(Material for the task begins)
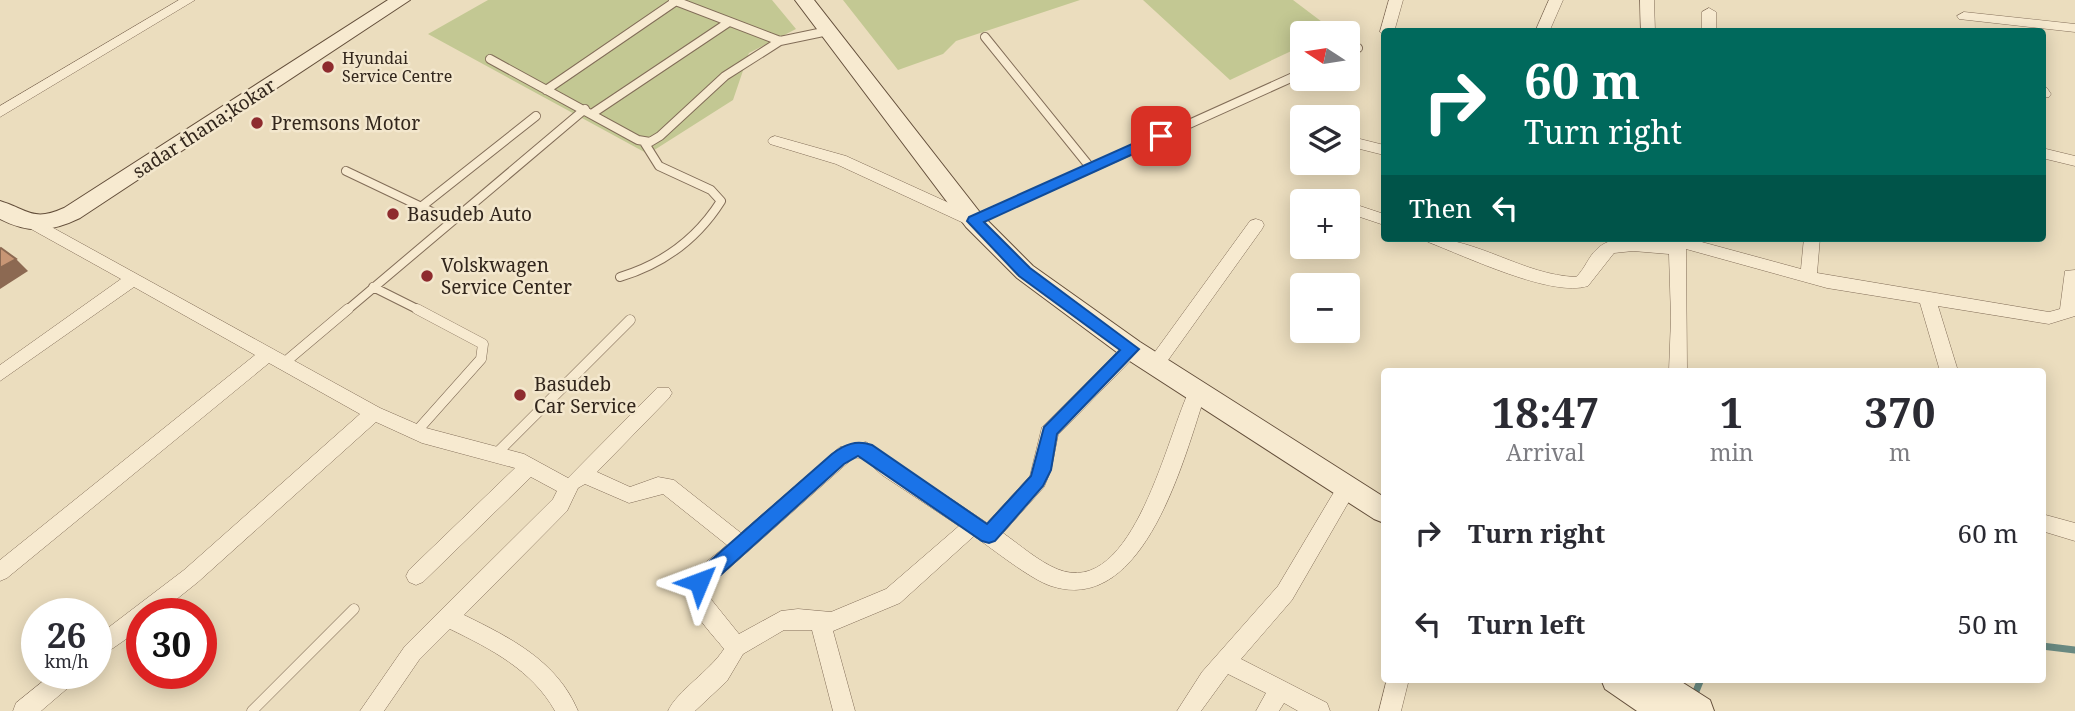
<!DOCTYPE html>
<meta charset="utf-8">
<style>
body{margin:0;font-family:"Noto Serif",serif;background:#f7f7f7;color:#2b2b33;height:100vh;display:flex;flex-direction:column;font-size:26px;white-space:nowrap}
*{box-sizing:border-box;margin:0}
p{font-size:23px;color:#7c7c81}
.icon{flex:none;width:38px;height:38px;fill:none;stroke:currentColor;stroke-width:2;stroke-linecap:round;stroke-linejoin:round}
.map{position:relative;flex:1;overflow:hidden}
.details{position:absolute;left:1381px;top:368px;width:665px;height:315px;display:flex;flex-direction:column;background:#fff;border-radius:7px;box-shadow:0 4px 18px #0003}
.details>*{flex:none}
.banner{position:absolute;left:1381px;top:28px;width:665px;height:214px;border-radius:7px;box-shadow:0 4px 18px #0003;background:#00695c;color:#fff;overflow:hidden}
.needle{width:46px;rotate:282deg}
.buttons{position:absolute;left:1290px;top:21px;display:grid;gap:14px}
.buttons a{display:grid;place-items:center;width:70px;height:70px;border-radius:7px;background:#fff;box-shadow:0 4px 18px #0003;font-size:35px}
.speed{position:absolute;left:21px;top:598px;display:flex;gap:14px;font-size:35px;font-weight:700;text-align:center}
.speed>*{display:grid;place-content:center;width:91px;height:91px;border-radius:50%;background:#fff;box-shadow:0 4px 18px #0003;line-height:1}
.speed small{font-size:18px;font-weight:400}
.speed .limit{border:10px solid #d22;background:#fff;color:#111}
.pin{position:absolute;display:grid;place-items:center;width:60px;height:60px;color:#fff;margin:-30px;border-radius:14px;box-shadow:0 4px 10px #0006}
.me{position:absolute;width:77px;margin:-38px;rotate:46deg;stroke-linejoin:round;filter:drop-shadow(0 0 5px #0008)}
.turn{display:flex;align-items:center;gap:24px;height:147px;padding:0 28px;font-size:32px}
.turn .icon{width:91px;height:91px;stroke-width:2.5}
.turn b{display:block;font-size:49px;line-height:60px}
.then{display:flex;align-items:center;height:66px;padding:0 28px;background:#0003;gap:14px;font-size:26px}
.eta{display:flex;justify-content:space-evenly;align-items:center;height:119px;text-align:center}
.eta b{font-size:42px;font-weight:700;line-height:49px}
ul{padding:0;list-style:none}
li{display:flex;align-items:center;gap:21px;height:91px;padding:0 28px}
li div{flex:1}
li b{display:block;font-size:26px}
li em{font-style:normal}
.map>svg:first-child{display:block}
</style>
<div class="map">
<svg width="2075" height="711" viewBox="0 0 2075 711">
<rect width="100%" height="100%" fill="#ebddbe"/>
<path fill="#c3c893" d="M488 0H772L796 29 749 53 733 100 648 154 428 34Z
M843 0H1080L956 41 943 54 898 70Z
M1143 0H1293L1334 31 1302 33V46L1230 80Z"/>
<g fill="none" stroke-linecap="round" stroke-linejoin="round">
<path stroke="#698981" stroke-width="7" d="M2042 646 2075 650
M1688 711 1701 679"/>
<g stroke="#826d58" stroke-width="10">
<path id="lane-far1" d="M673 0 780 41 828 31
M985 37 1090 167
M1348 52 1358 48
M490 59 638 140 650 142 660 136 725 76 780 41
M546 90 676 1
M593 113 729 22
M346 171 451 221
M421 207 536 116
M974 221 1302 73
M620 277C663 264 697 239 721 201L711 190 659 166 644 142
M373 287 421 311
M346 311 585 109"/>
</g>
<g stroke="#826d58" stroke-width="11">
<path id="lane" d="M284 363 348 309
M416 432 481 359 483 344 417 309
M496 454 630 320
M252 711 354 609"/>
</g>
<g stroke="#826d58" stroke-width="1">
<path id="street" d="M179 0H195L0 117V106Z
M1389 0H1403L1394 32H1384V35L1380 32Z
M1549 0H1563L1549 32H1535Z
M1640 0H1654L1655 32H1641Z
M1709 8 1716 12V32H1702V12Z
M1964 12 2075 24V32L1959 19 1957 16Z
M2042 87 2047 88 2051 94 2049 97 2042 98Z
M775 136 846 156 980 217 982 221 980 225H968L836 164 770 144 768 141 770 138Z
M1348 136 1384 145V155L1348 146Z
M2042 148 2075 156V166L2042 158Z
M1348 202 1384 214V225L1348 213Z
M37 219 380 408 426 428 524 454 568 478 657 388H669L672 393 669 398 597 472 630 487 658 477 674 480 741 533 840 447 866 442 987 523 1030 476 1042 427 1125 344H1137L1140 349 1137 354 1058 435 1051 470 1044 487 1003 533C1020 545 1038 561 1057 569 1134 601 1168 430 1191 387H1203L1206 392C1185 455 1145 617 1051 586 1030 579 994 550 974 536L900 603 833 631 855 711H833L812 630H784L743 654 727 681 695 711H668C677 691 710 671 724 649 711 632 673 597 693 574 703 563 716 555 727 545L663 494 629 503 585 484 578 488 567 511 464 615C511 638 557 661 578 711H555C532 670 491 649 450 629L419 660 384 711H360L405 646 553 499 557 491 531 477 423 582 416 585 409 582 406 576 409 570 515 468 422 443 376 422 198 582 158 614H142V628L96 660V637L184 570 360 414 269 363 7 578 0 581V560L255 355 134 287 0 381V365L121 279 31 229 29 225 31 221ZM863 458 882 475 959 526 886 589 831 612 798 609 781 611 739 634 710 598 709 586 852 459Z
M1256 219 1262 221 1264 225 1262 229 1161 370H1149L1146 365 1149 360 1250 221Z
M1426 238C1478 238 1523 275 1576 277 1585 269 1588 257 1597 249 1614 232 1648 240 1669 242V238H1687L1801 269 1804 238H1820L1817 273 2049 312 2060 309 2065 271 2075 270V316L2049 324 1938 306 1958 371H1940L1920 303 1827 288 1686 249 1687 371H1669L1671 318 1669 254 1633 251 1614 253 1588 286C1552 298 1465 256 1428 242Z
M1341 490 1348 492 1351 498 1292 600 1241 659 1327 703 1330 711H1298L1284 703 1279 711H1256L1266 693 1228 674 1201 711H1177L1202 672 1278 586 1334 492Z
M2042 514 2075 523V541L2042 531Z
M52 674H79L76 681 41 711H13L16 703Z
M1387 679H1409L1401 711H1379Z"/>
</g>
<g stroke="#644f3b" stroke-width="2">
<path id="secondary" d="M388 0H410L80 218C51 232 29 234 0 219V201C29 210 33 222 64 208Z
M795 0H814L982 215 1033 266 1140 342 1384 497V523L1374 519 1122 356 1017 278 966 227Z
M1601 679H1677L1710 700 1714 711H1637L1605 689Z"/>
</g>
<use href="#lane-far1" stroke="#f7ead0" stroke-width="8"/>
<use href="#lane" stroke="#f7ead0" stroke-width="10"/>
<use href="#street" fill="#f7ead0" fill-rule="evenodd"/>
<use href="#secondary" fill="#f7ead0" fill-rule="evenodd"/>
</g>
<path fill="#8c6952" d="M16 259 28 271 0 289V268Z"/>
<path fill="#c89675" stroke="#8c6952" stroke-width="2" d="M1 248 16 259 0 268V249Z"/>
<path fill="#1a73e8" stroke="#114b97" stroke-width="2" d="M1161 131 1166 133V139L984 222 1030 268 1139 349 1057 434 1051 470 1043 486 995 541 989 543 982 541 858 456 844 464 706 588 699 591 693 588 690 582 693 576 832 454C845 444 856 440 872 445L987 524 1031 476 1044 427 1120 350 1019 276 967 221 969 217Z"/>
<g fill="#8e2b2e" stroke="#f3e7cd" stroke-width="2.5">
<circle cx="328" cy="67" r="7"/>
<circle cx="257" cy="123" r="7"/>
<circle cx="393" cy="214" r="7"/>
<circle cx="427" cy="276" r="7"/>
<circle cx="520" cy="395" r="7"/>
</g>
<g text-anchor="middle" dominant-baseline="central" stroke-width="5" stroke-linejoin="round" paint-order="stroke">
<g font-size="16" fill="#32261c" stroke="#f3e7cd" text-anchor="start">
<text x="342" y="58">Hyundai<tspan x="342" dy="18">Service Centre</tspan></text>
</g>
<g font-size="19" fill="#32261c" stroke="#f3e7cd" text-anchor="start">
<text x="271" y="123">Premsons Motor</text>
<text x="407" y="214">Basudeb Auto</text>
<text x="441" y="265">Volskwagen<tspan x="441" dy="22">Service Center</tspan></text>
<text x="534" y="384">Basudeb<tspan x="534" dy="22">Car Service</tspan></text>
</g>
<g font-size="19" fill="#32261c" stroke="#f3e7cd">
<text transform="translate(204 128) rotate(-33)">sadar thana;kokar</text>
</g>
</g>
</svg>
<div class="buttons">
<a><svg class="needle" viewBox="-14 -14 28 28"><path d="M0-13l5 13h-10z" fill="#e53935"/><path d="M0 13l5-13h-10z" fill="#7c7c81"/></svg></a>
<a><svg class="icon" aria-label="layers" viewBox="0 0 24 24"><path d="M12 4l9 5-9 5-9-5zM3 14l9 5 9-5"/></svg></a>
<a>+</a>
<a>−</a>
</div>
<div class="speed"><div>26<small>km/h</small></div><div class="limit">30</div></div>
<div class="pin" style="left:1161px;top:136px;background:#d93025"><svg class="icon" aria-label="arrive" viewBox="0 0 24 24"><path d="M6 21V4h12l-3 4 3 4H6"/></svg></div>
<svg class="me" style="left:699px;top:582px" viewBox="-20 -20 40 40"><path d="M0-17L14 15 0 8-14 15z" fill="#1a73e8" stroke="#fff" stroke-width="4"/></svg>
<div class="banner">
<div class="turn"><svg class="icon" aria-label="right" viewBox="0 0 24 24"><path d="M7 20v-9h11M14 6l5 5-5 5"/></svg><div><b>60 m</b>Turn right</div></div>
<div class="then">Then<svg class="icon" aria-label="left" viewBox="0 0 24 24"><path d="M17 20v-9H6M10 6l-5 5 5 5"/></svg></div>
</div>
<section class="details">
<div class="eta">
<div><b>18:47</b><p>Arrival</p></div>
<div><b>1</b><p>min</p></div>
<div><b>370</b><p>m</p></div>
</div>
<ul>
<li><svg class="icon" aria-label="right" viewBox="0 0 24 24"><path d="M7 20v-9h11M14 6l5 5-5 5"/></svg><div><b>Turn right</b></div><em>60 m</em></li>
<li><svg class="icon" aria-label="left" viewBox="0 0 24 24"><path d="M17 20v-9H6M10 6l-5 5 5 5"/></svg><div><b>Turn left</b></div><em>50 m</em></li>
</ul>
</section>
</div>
(Material for the task ends)
## What the task requires
Where a line above holds the string "grid", copy that line.

## Final answer
.buttons{position:absolute;left:1290px;top:21px;display:grid;gap:14px}
.buttons a{display:grid;place-items:center;width:70px;height:70px;border-radius:7px;background:#fff;box-shadow:0 4px 18px #0003;font-size:35px}
.speed>*{display:grid;place-content:center;width:91px;height:91px;border-radius:50%;background:#fff;box-shadow:0 4px 18px #0003;line-height:1}
.pin{position:absolute;display:grid;place-items:center;width:60px;height:60px;color:#fff;margin:-30px;border-radius:14px;box-shadow:0 4px 10px #0006}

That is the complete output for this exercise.